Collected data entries

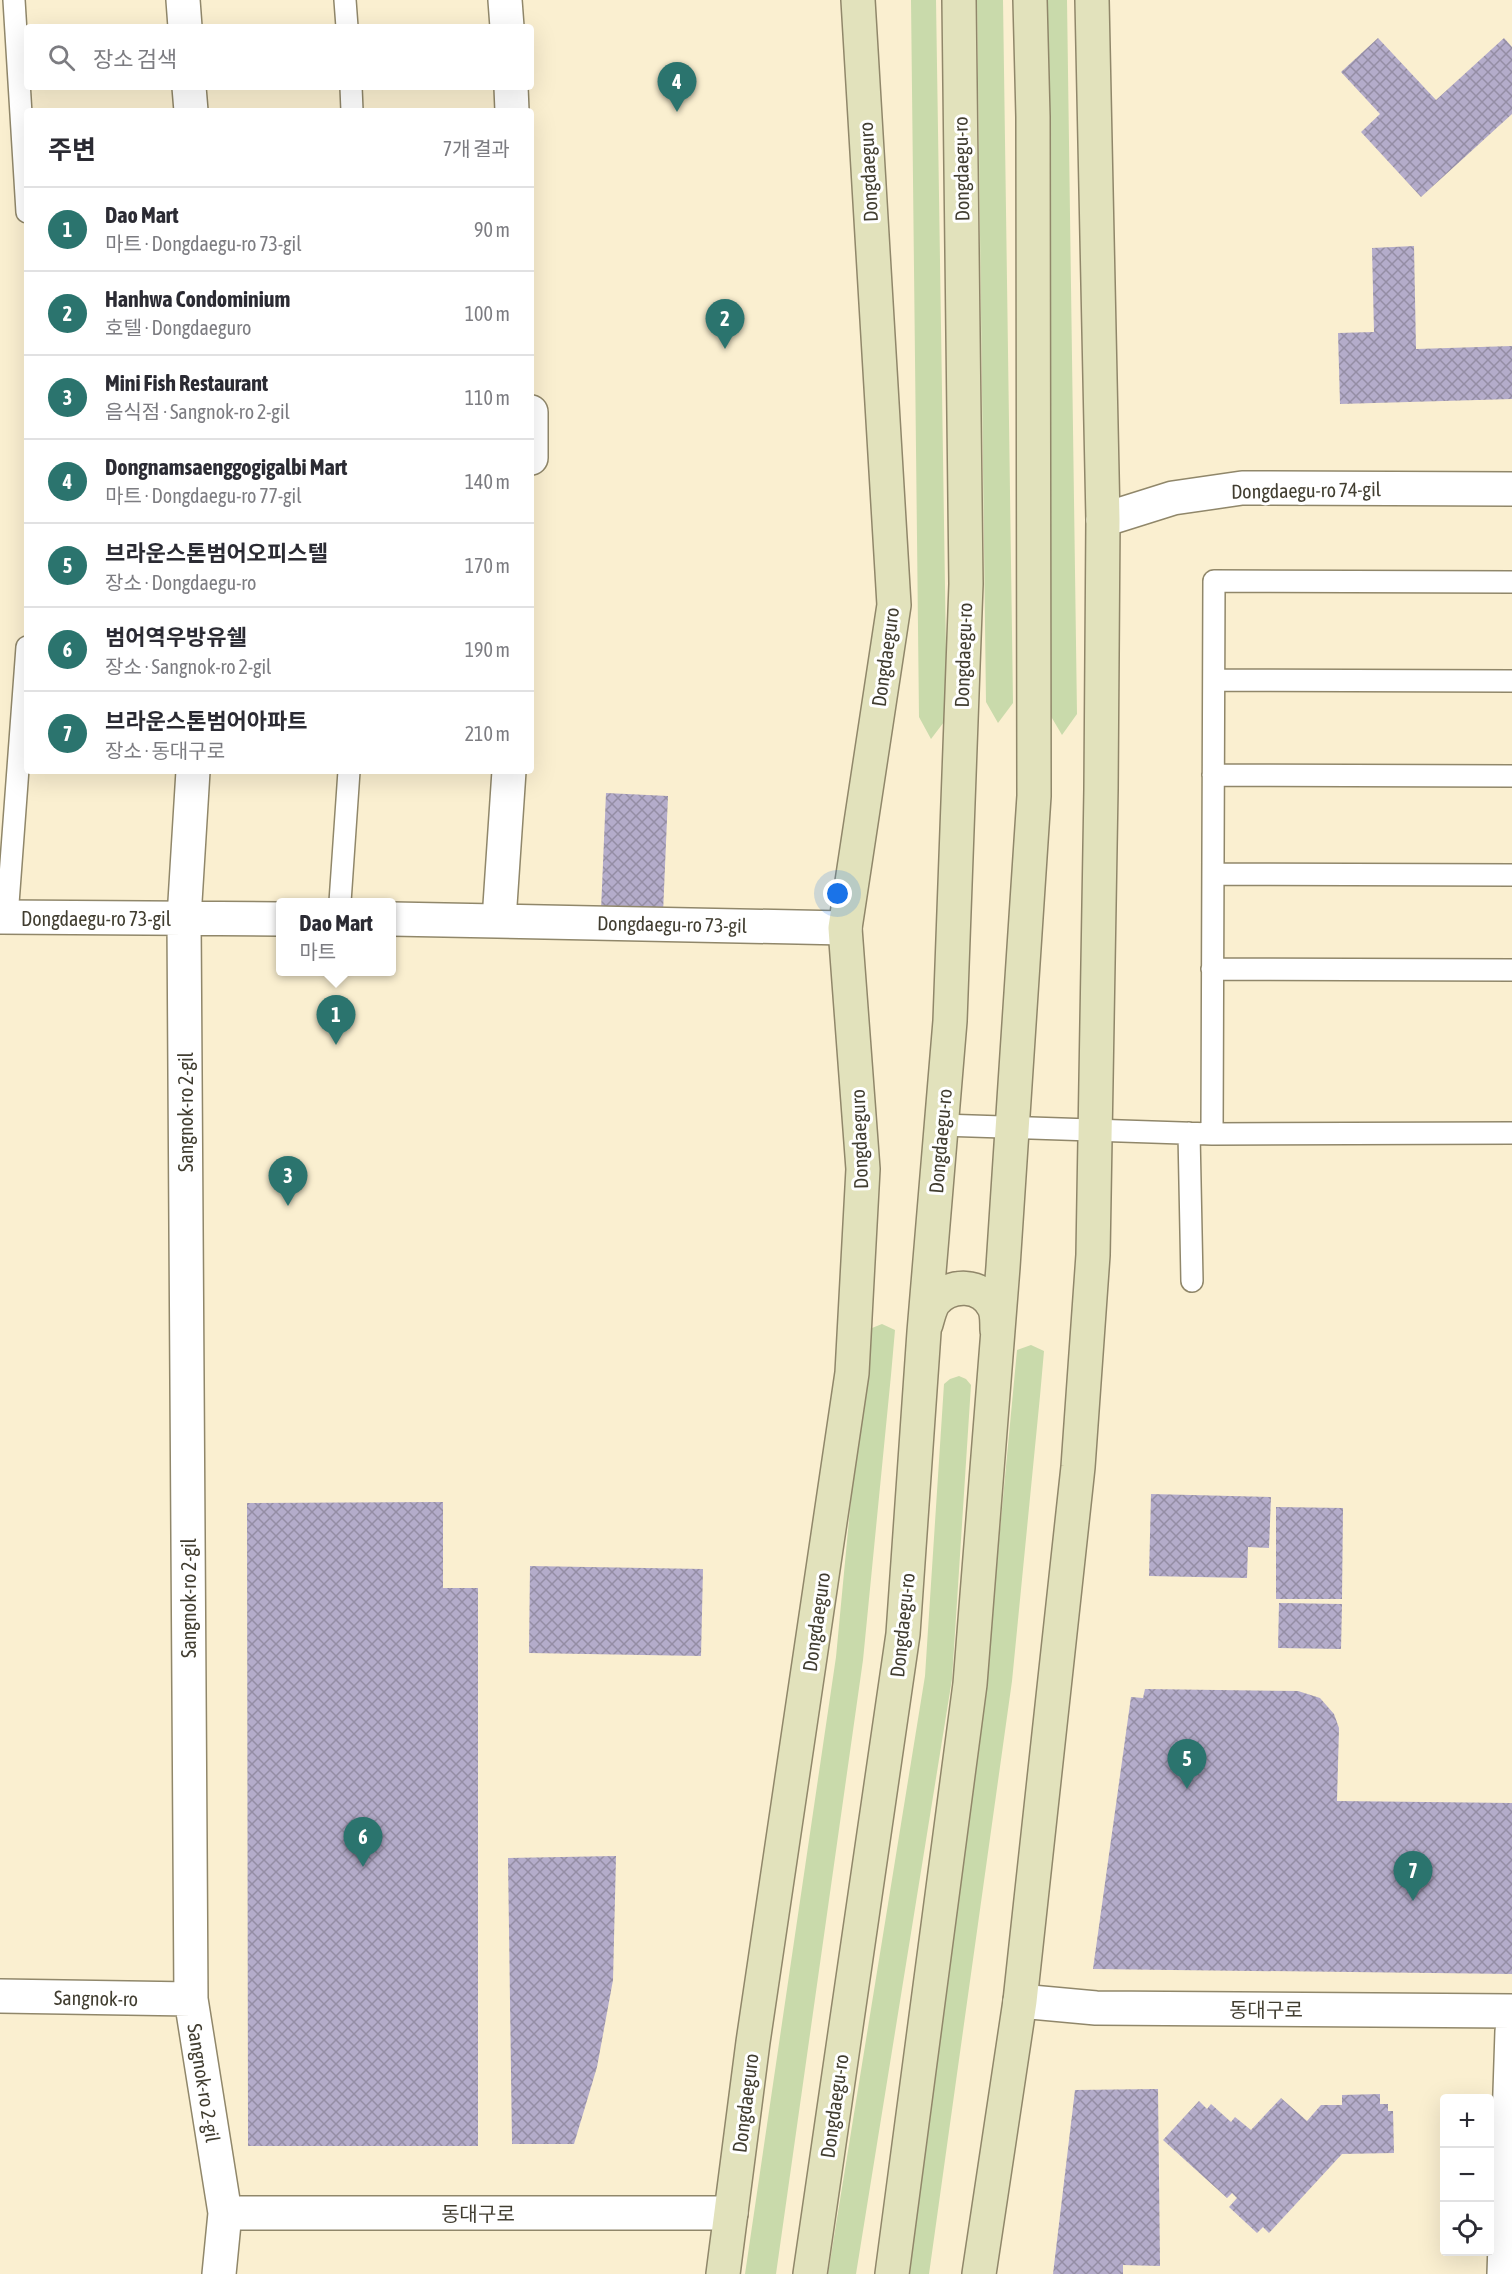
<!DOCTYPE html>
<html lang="ko">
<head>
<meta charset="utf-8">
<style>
  body { margin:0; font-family:"Asap Condensed","Noto Sans KR",sans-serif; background:#f7f7f7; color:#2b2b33 }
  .controls { position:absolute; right:18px; bottom:18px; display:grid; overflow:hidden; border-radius:6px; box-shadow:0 6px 24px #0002 }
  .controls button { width:54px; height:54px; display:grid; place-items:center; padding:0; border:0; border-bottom:2px solid #e1e1e2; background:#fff; color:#2b2b33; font:30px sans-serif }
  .you { position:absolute; left:838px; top:894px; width:21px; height:21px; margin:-15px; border:4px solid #fff; border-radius:50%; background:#1a73e8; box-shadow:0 0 0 9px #1a73e833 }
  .badge { display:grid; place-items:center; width:39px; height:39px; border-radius:50%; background:#2b746e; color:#fff; font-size:20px; font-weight:700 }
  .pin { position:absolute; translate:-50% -50px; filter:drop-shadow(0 2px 3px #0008) }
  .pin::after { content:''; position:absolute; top:32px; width:21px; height:18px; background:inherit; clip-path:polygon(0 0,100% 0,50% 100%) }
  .popup { position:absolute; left:276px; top:898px; width:120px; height:78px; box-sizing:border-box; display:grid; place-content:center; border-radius:6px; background:#fff; filter:drop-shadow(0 2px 4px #0005); font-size:20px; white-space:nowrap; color:#7c7c81 }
  .popup b { font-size:22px; color:#2b2b33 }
  .popup::after { content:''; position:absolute; left:50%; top:100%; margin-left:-12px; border:12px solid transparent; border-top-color:#fff }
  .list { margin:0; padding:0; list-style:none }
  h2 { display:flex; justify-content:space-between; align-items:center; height:78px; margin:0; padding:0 24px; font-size:26px }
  h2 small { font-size:20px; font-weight:400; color:#7c7c81 }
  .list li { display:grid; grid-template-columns:39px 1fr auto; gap:18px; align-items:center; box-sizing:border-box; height:84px; padding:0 24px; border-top:2px solid #e1e1e2 }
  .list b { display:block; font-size:22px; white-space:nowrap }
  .list p { margin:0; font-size:20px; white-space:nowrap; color:#7c7c81 }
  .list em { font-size:20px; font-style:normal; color:#7c7c81 }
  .icon { flex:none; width:33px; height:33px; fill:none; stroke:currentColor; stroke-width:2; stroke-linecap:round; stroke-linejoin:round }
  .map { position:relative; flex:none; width:1512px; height:2274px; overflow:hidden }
  .search { position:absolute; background:#fff; box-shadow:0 6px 24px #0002; left:24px; top:24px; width:510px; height:66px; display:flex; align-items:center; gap:15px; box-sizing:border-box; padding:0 21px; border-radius:6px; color:#7c7c81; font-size:22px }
  .panel { position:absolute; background:#fff; box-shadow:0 6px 24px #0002; left:24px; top:108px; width:510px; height:666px; border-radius:6px }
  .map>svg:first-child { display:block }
  .green { fill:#c9daab }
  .building { fill:url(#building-cross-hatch) }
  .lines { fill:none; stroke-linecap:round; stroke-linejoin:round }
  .lane-casing { stroke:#90876a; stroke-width:24 }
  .street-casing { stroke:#90876a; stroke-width:36 }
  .secondary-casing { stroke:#90876a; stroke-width:36 }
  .lane { stroke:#fff; stroke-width:21 }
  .street { stroke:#fff; stroke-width:33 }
  .secondary { stroke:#e2e2bc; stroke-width:33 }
  .labels { text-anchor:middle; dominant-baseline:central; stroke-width:6; stroke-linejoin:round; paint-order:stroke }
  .street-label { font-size:20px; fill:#413d30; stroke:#fff }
</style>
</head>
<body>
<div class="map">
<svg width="1512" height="2274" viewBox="0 0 1512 2274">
  <defs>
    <pattern id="building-cross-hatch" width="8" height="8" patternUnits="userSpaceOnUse" patternTransform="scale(1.5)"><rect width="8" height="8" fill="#b4acca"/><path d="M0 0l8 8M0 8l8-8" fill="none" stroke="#948da4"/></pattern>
  </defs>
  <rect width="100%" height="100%" fill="#faefd0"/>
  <path class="green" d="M911,0H936L947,718L931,739L919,717Z
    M977,0H1003L1013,703L998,723L986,702Z
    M1041,0H1067L1077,714L1062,735L1049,713Z
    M882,1324L895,1330L891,1375L863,1660L776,2274H745L836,1657L867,1330Z
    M1031,1345L1044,1351L1040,1396L1012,1681L929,2274H901L986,1678L1017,1350Z
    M959,1376L966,1379L971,1385L952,1679L856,2274H828L925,1676L944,1384L950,1379Z"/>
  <path class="building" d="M1378,38L1436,100L1504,38L1512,47V114L1421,197L1361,132L1380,114L1341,72Z
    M1414,246L1416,349L1512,346V399L1340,404L1338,333L1374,332L1372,248Z
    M606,793L668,796L663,913L601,910Z
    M1151,1494L1271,1497L1269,1548L1248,1547L1247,1578L1149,1576Z
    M443,1502V1588H478V2146H248L247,1503Z
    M1276,1507L1343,1508L1342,1599H1276Z
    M530,1566L703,1569L701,1656L529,1653Z
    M1279,1603L1342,1604L1341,1649L1278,1648Z
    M1145,1689L1298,1691L1320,1698L1334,1714L1339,1728L1337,1801L1512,1803V1974L1093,1969L1131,1697L1143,1698Z
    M616,1856L613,1980L597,2067L574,2144H512L508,1858Z
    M1158,2089L1160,2266L1123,2265V2274H1053L1075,2090Z
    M1380,2094V2104H1388V2111H1393L1394,2153L1342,2154L1269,2233L1263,2227L1257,2233L1229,2207L1237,2198L1232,2193L1227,2198L1163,2140L1199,2101L1207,2109L1211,2104L1231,2122L1235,2117L1251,2130L1281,2098L1307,2121L1321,2105H1342V2095Z"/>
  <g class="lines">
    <g class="lane-casing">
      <path id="lane" d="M14,0L27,212
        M345,0L347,27
        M351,87L352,111
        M1214,680L1512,681
        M1213,775L1512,776
        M1213,874L1512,875
        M340,902L349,771
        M7,917L27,647
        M1212,969L1512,970
        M941,1125L1212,1134L1512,1133
        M1189,1133L1192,1281
        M1212,1134L1214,581L1512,582"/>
    </g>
    <g class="street-casing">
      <path id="street" d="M183,0L185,27
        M505,0L507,27
        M189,87L191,111
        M511,87L512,111
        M531,412V458
        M1103,520L1173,498L1242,488L1512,489
        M193,771L184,918L191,1999L225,2213L219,2274
        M0,917L280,919
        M392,919L845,928
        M499,920L509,771
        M0,1996L191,1999
        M1020,2001L1096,2008L1512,2011
        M225,2213H731
        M1504,2274L1512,2031"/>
    </g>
    <g class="secondary-casing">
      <path id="secondary" d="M926,1324C928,1317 930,1308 934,1302C950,1283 982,1283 994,1307C997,1313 997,1323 997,1330
        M723,2274L753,2042L852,1373L863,1169L845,928L894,605L858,0
        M810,2274L903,1634L924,1332L950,1021L966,584L959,0
        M892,2274L970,1684L1003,1267L1034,796L1033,117L1030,0
        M979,2274L1020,2001L1078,1467L1093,1255L1101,789L1103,520L1092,0"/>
    </g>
    <use href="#lane" class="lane"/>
    <use href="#street" class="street"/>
    <use href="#secondary" class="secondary"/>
  </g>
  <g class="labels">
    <g class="street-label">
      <text transform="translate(961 169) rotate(-91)">Dongdaegu-ro</text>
      <text transform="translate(868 172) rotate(-93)">Dongdaeguro</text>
      <text transform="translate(1306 490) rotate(-1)">Dongdaegu-ro 74-gil</text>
      <text transform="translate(963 655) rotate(-88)">Dongdaegu-ro</text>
      <text transform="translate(885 657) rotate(-82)">Dongdaeguro</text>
      <text x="96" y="918">Dongdaegu-ro 73-gil</text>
      <text transform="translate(672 924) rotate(1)">Dongdaegu-ro 73-gil</text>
      <text transform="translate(185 1112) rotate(-90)">Sangnok-ro 2-gil</text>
      <text transform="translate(859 1139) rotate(-92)">Dongdaeguro</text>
      <text transform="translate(940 1141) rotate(-85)">Dongdaegu-ro</text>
      <text transform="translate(188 1598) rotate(-90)">Sangnok-ro 2-gil</text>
      <text transform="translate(816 1622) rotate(-82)">Dongdaeguro</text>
      <text transform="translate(902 1625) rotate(-84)">Dongdaegu-ro</text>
      <text transform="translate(96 1998) rotate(1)">Sangnok-ro</text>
      <text x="1266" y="2009">동대구로</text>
      <text transform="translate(204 2083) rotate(81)">Sangnok-ro 2-gil</text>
      <text transform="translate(745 2103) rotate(-83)">Dongdaeguro</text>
      <text transform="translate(834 2106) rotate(-82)">Dongdaegu-ro</text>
      <text x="478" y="2213">동대구로</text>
    </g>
  </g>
</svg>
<div class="controls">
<button>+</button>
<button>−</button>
<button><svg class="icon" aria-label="locate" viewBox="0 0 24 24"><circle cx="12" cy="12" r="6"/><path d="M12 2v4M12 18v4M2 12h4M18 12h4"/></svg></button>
</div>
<div class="you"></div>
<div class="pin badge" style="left:336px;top:1045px">1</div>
<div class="popup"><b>Dao Mart</b>마트</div>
<div class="pin badge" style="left:725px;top:349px">2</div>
<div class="pin badge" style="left:288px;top:1206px">3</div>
<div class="pin badge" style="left:677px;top:112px">4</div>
<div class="pin badge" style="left:1187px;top:1789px">5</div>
<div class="pin badge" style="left:363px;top:1867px">6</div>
<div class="pin badge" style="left:1413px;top:1901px">7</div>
<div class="search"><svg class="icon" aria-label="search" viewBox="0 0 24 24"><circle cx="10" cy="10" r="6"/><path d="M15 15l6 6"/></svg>장소 검색</div>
<section class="panel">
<h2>주변<small>7개 결과</small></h2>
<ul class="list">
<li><span class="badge">1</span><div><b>Dao Mart</b><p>마트 · Dongdaegu-ro 73-gil</p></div><em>90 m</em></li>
<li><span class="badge">2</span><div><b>Hanhwa Condominium</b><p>호텔 · Dongdaeguro</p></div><em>100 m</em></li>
<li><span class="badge">3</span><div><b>Mini Fish Restaurant</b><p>음식점 · Sangnok-ro 2-gil</p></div><em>110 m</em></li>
<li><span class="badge">4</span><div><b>Dongnamsaenggogigalbi Mart</b><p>마트 · Dongdaegu-ro 77-gil</p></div><em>140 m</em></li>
<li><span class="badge">5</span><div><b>브라운스톤범어오피스텔</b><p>장소 · Dongdaegu-ro</p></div><em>170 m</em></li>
<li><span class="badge">6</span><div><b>범어역우방유쉘</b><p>장소 · Sangnok-ro 2-gil</p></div><em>190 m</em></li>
<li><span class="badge">7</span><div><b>브라운스톤범어아파트</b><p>장소 · 동대구로</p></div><em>210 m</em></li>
</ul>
</section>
</div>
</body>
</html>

Work instruction: Return word for word the lines above from the line with "position:absolute; right:18px; bottom:18px;" to the line with "position:absolute; translate:-50% -50px;", including both and leaving out all others.

Solution for this exercise:
  .controls { position:absolute; right:18px; bottom:18px; display:grid; overflow:hidden; border-radius:6px; box-shadow:0 6px 24px #0002 }
  .controls button { width:54px; height:54px; display:grid; place-items:center; padding:0; border:0; border-bottom:2px solid #e1e1e2; background:#fff; color:#2b2b33; font:30px sans-serif }
  .you { position:absolute; left:838px; top:894px; width:21px; height:21px; margin:-15px; border:4px solid #fff; border-radius:50%; background:#1a73e8; box-shadow:0 0 0 9px #1a73e833 }
  .badge { display:grid; place-items:center; width:39px; height:39px; border-radius:50%; background:#2b746e; color:#fff; font-size:20px; font-weight:700 }
  .pin { position:absolute; translate:-50% -50px; filter:drop-shadow(0 2px 3px #0008) }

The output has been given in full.